Top of Data section

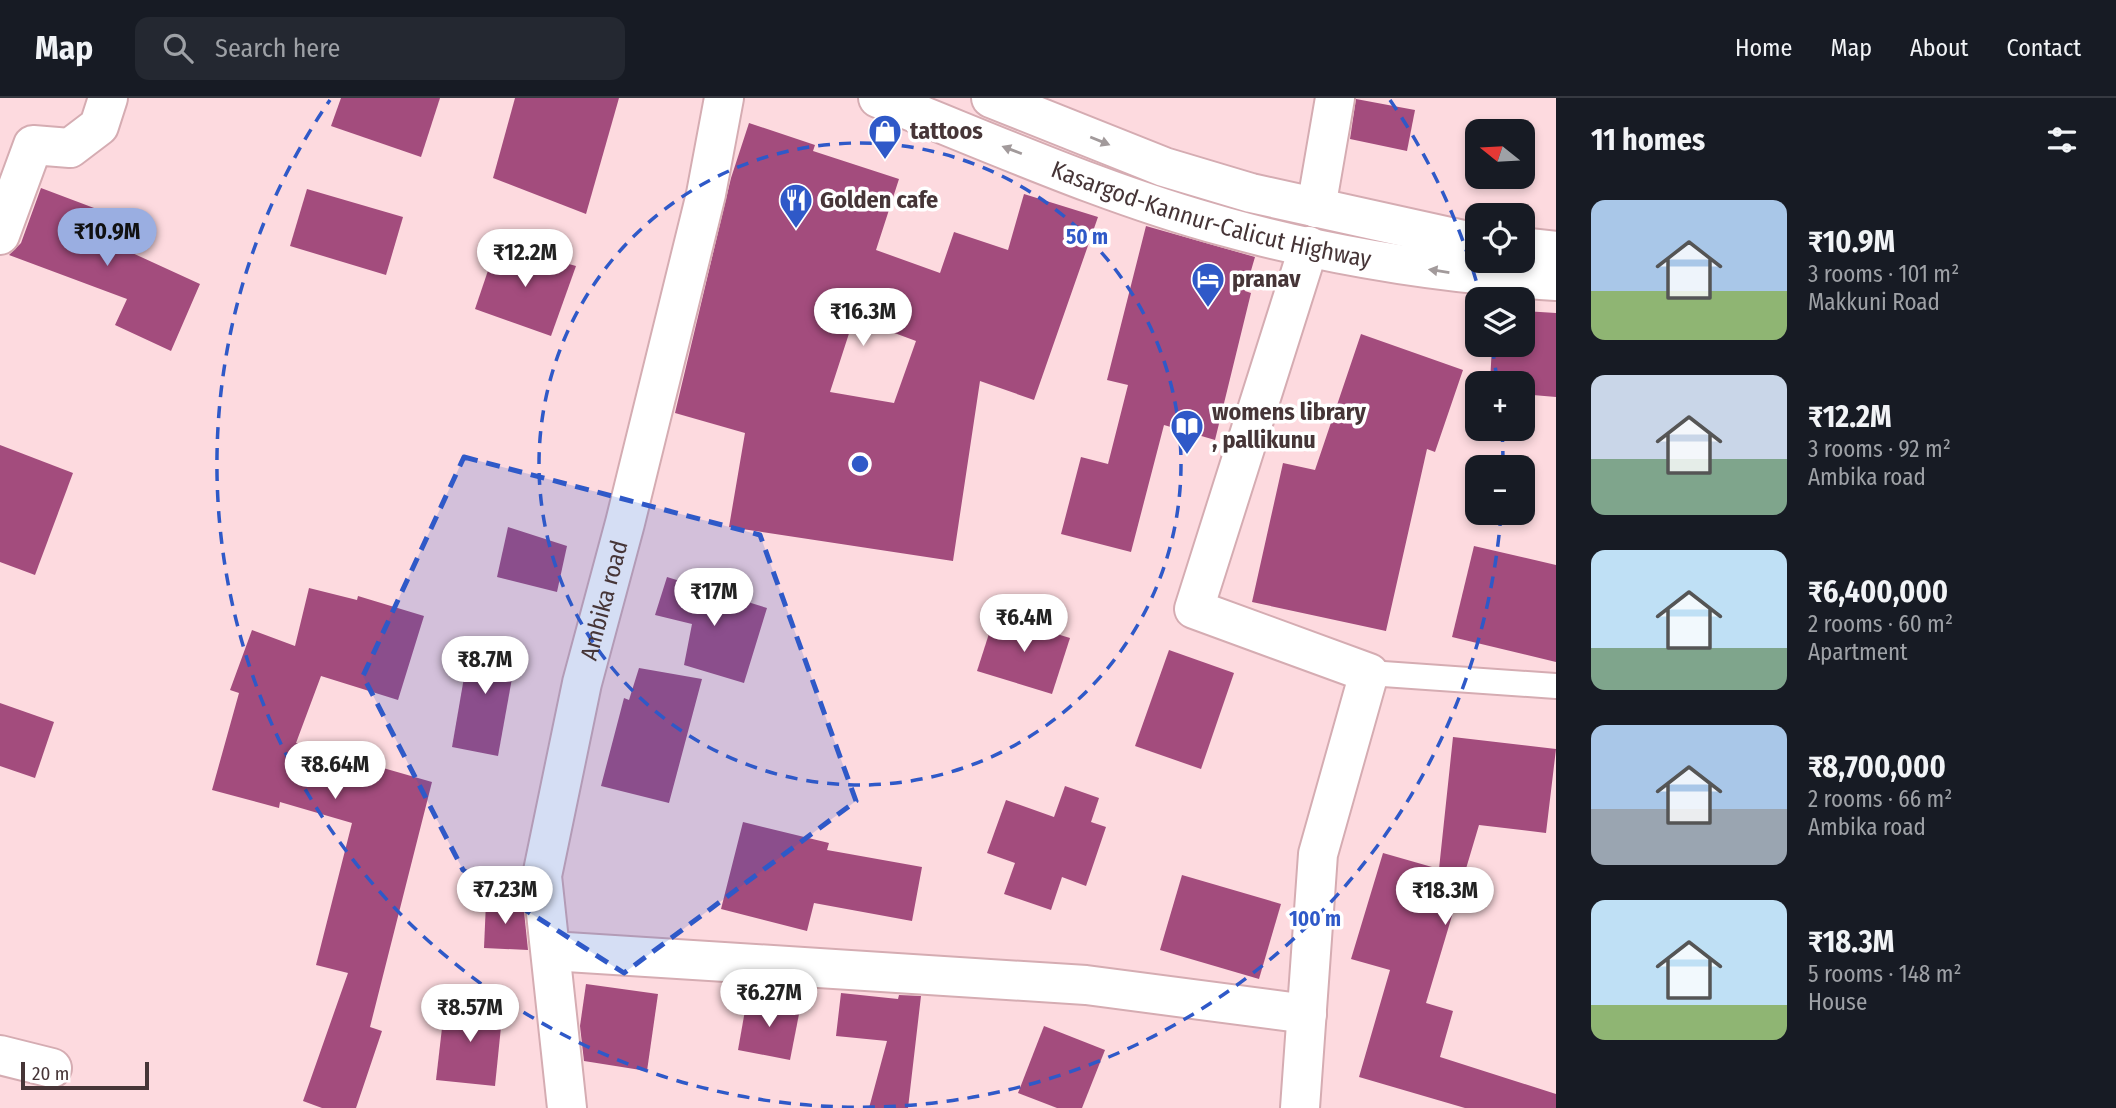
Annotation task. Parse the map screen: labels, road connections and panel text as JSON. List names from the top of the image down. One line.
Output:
{"streets":{"main road":["Kasargod-Kannur-Calicut Highway","Ambika road"]},"places":{"shop":["tattoos"],"restaurant":["Golden cafe"],"hotel":["pranav"],"library":["womens library , pallikunu"]},"scale_bar":"20 m","north":"left","page":{"header":"Map","search":"Search here","nav":["Home","Map","About","Contact"],"heading":"11 homes","map_buttons":["+","−"],"list":[{"name":"₹10.9M","note":"3 rooms · 101 m² · Makkuni Road"},{"name":"₹12.2M","note":"3 rooms · 92 m² · Ambika road"},{"name":"₹6,400,000","note":"2 rooms · 60 m² · Apartment"},{"name":"₹8,700,000","note":"2 rooms · 66 m² · Ambika road"},{"name":"₹18.3M","note":"5 rooms · 148 m² · House"}],"price":["₹10.9M","₹12.2M","₹16.3M","₹17M","₹6.4M","₹8.7M","₹8.64M","₹7.23M","₹18.3M","₹6.27M","₹8.57M"],"scale":"20 m"},"rings":["50 m","100 m"]}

Bottom of Data section

= Problem to work on =
Look through the lines above for "road". Say how many have it, and give no other words.

= Solution to the problem =
2